A powerful software package that simulates how chemical reactions occur and change as fluids travel underground was developed by Berkeley Lab’s Carl Steefel with Sergi Molins-Rafa (co-developer), and co-developer Jennifer Druhan from the University of Illinois Champaign.
CrunchFlow has been honored with a prestigious R&D100 Award from the scientific and engineering magazine, R&D Magazine. It is one of four technologies developed at Berkeley Lab to receive an R&D100 Award in 2017. Berkeley Lab was also a co-winner for two additional technologies – one of them the NRAP Toolset developed with the input of EESA’s Curt Oldenburg to assess environmental risk performance of geologic carbon dioxide (CO2) sequestration sites.

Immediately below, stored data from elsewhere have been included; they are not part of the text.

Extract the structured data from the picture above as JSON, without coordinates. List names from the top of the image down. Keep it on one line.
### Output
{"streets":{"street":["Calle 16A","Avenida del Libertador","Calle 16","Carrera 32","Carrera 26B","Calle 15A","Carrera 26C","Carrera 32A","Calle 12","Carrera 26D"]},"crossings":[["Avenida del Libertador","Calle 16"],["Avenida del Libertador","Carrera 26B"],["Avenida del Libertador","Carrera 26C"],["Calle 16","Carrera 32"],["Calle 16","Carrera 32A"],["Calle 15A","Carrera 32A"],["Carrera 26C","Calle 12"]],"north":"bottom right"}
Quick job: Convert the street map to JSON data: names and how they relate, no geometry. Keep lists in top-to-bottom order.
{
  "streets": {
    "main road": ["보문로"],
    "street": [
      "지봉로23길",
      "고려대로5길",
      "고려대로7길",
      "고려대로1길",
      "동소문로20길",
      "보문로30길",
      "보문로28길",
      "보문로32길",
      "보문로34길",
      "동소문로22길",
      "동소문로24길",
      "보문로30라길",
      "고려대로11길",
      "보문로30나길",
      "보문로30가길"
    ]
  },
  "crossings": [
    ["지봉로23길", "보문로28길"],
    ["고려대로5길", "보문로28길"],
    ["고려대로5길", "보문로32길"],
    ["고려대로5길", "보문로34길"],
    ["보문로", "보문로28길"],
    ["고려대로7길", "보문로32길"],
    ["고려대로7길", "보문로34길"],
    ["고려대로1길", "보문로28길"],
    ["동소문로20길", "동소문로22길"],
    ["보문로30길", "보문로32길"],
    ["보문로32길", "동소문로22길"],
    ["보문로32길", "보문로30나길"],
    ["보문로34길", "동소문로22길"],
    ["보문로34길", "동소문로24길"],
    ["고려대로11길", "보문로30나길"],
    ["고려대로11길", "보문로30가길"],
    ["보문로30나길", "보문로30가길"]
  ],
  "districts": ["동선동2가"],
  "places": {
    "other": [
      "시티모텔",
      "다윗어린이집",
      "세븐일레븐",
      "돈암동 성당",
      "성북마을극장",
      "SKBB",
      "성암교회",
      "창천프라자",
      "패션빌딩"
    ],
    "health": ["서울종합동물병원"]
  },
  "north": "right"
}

R&D Magazine‘s R&D 100 Awards, established 55 years ago, recognize 100 technologies and services introduced in the previous year deemed most significant by an independent panel of judges. This year’s winners received the awards at a Nov. 17 event in Washington, D.C. Check out the full list of winners.
CrunchFlow is a powerful software package that simulates how chemical reactions occur and change as fluids travel underground. CrunchFlow includes a number of chemical and physical processes that similar products do not, such as changes in how easily water can move through rocks. All of these features are available in a single package that users with a variety of expertise can run on a desktop computer. With CrunchFlow’s computational efficiency, scientists can achieve high spatial resolution while extending simulations far back in geologic time. By improving the accuracy of a range of Earth and environmental sciences applications, CrunchFlow helps scientists better understand current and past ecological systems below the Earth’s surface.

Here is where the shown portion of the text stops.